The exhibition Photographic Deconstruction, on display at the Topographie de l’art in Paris, is a conversation among artists-photographers-designers who deliberately confront realms other than their own and are brought together precisely for the diversity of their approaches, as well as for their desire to generate new meanings. What Catherine Rebois, the exhibition curator and an artist photographer, proposes is a dialog and a meditation. To deconstruct means to unpack through analysis, but it also means to show the different connections that allow us to understand how something might take shape in another way. This questioning is necessary and even topical.
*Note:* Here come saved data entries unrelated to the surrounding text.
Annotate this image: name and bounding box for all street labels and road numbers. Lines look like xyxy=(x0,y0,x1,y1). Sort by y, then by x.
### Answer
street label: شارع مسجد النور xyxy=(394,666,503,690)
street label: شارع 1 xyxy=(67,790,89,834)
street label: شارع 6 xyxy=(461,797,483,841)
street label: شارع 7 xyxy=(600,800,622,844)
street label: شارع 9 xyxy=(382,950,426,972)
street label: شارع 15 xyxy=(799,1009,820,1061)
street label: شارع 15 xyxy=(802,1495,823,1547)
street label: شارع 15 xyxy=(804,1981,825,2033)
The artists Joan Fontcuberta, Vera Lutter, Eric Rondepierre, Isabelle Le Minh, Laurent Millet, Albelardo Morel, Alain Fleischer, Christiane Feser, Pol Bury, Catherine Rebois, Julien Lombardi, and NASA robots, each in his or her (or its) own way — and this is the whole point of the exhibition — envision the idea of deconstruction and its reversals in a singular way, raising further questions.
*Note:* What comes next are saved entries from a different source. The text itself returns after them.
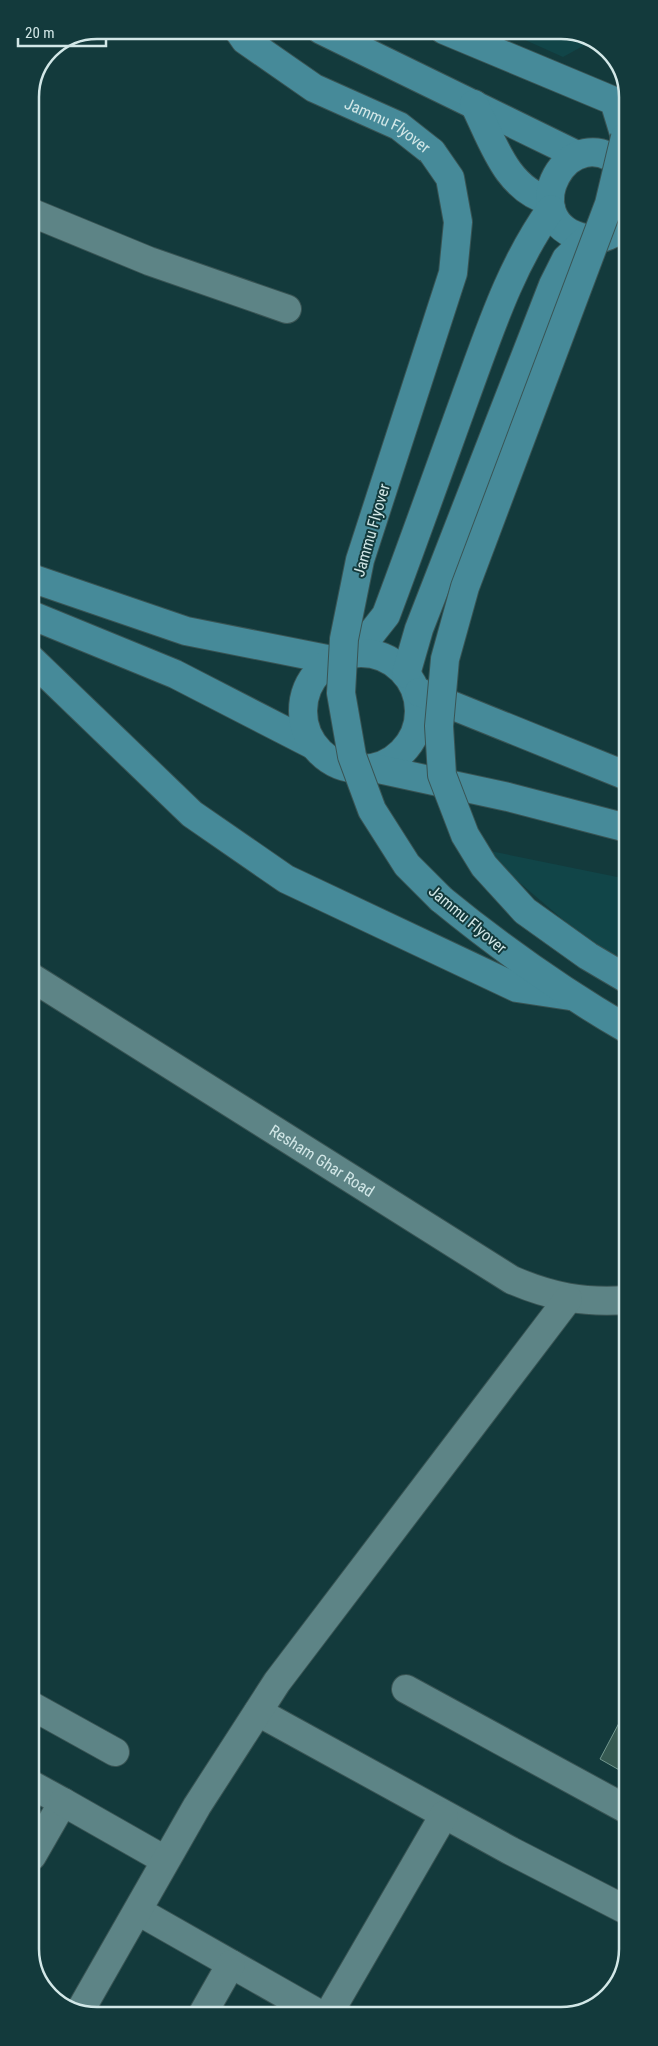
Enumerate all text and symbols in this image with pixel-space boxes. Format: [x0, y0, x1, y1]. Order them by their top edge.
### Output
scale bar [18, 15, 105, 47]
text: 20 m [25, 24, 55, 42]
street label: Jammu Flyover [342, 94, 434, 157]
street label: Jammu Flyover [349, 481, 394, 579]
street label: Jammu Flyover [425, 881, 511, 958]
street label: Resham Ghar Road [266, 1121, 378, 1201]

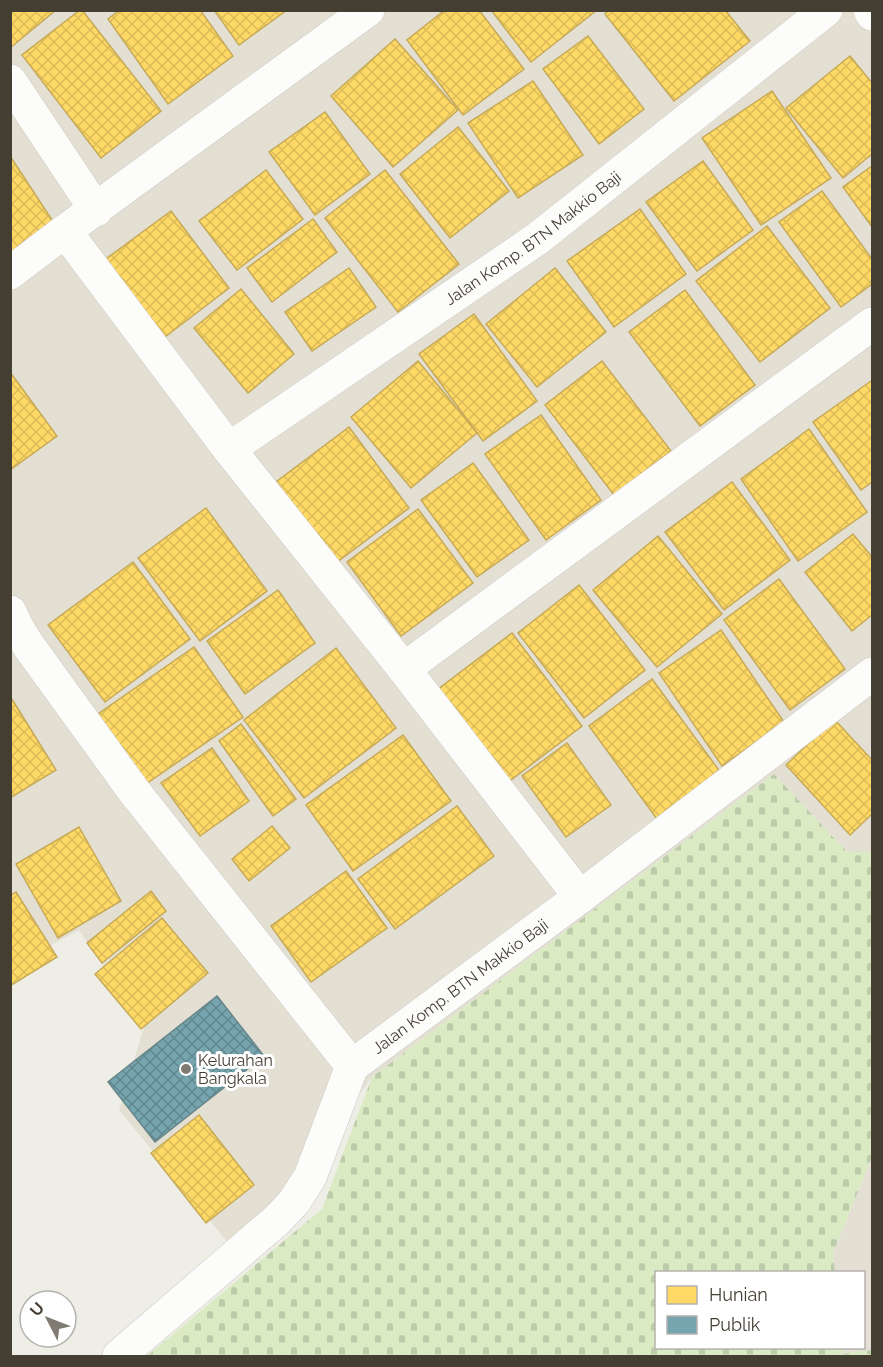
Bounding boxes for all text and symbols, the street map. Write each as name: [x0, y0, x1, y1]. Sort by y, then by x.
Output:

We owe the invention of the photographic sequence to the American Eadweard Muybridge and the Frenchman Étienne-Jules Marey. And so it is to science and research on the representation of time and duration that we owe Étienne-Jules Marey’s first book, entitled La Machine animale, published in 1873. It was followed by Eadweard Muybridge’s 1881 publication of a portfolio of photographs, entitled The Attitudes of Animals in Motion, which brought together his research on decomposition.
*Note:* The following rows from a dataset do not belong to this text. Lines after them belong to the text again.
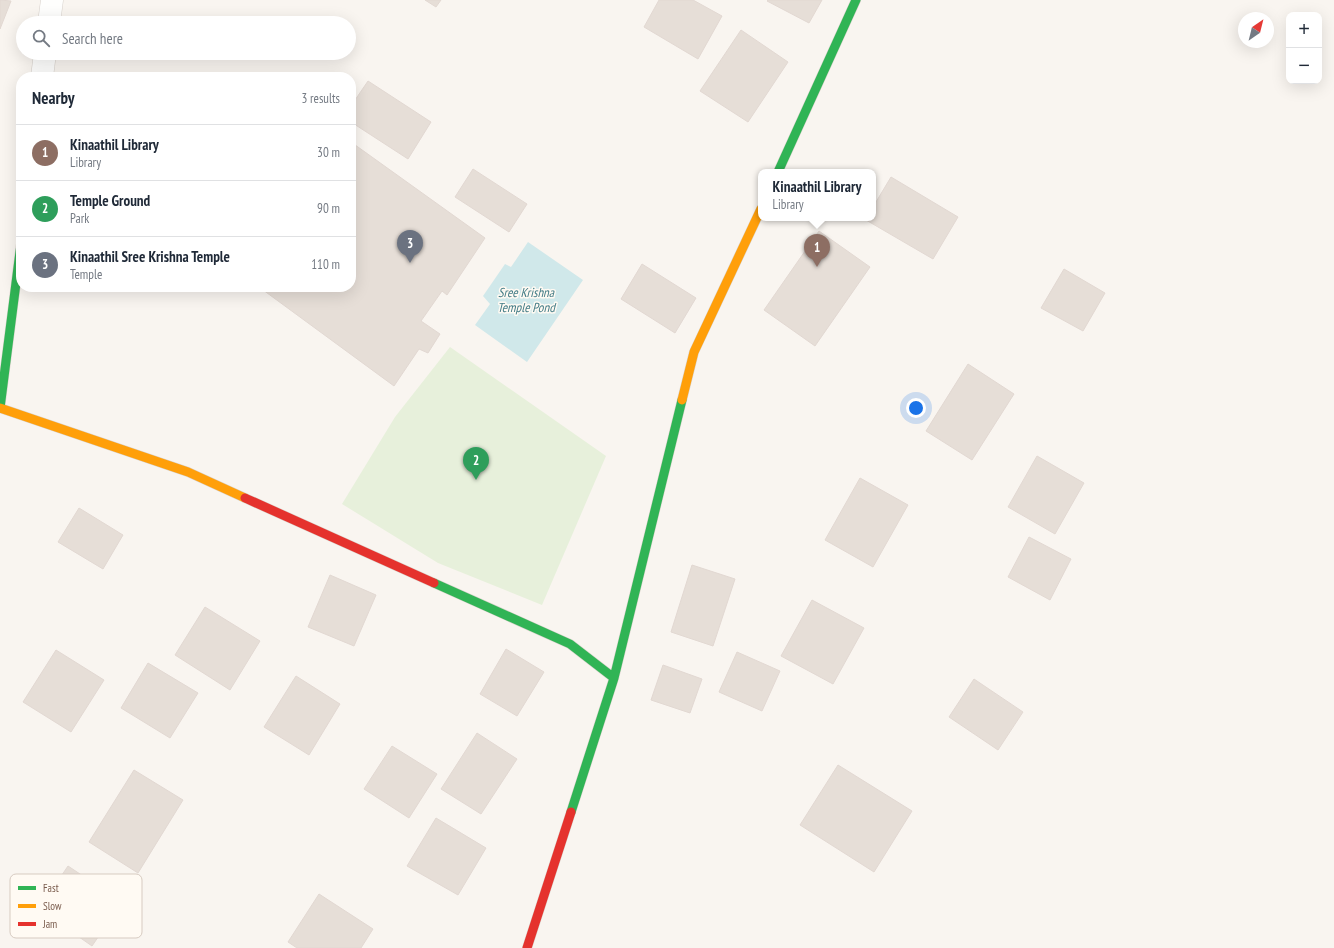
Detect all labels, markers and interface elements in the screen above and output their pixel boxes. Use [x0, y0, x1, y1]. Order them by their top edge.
north arrow [1238, 12, 1274, 48]
map controls [1286, 12, 1322, 84]
button: + [1286, 12, 1322, 48]
search box [16, 16, 356, 60]
icon: search [30, 27, 52, 49]
text: Search here [62, 29, 123, 48]
button: − [1286, 48, 1322, 84]
text: Nearby [32, 87, 75, 109]
text: 3 results [301, 90, 340, 107]
text: Kinaathil Library [70, 135, 159, 154]
text: 1 [42, 144, 48, 161]
text: 30 m [317, 144, 340, 161]
text: Library [70, 154, 101, 171]
popup [758, 169, 876, 221]
text: Kinaathil Library [773, 177, 861, 196]
text: Temple Ground [70, 191, 150, 210]
text: Library [773, 196, 804, 213]
text: 2 [42, 200, 48, 217]
text: 90 m [317, 200, 340, 217]
text: Park [70, 210, 89, 227]
pin: 3 [397, 230, 423, 263]
pin: 1 [804, 234, 830, 267]
text: Kinaathil Sree Krishna Temple [70, 247, 230, 266]
text: 3 [42, 256, 48, 273]
text: 110 m [311, 256, 340, 273]
text: Temple [70, 266, 102, 283]
water label: Sree Krishna Temple Pond [497, 284, 557, 316]
your location [906, 398, 926, 418]
pin: 2 [463, 447, 489, 480]
legend [10, 874, 142, 938]
text: Fast [43, 881, 59, 895]
text: Slow [43, 899, 62, 913]
text: Jam [42, 917, 57, 931]

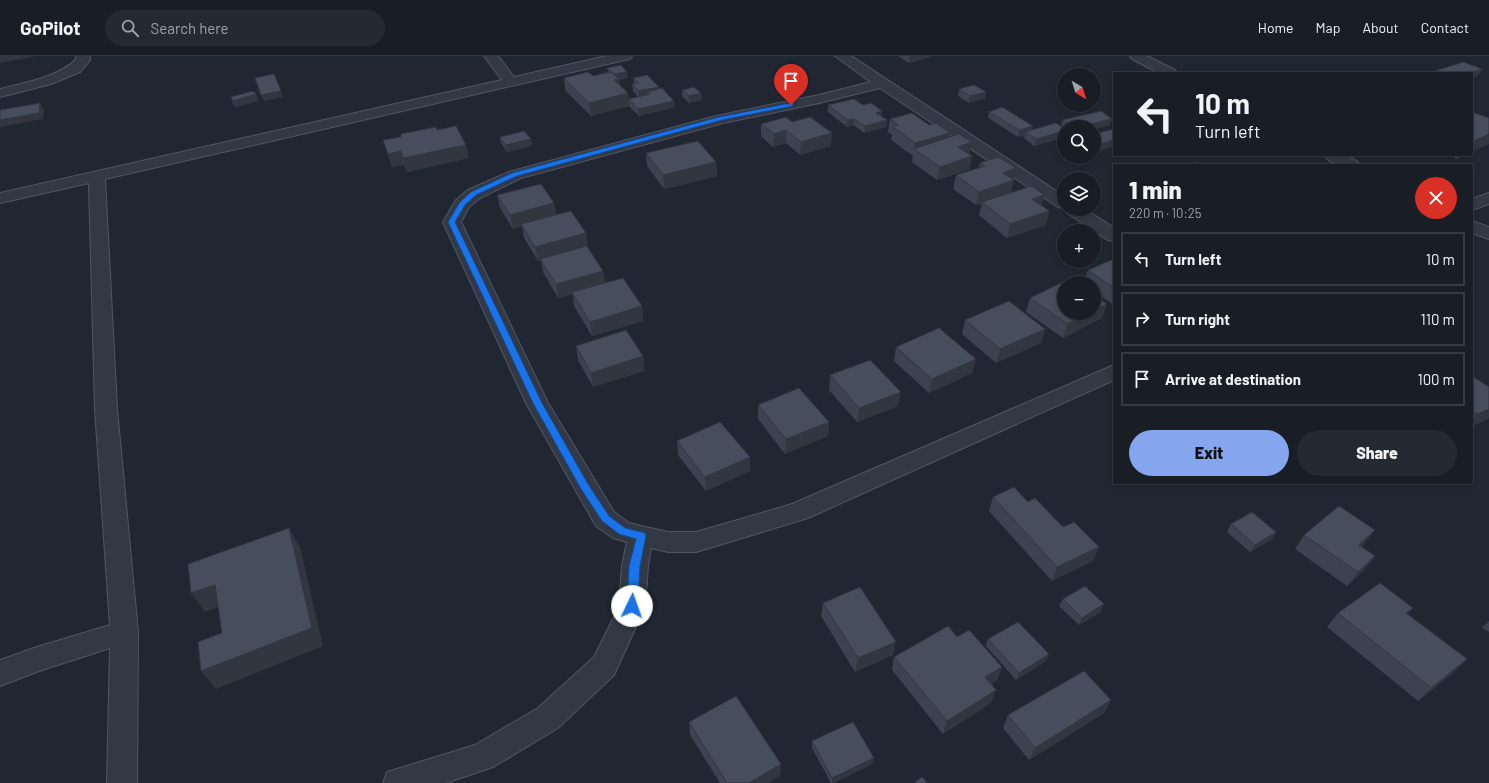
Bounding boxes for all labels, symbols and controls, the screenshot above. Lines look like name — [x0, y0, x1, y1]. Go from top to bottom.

This chronology would not be complete without evoking scrolling images, otherwise known as chronophotography. The artists featured in the present exhibition offer contemporary takes on the questions of deconstruction and fragmentation. These questions, of course, connect with the artists’ own subjects, and the forms correspond to the thoughtful — and self-reflexive — attention which is characteristic of photography.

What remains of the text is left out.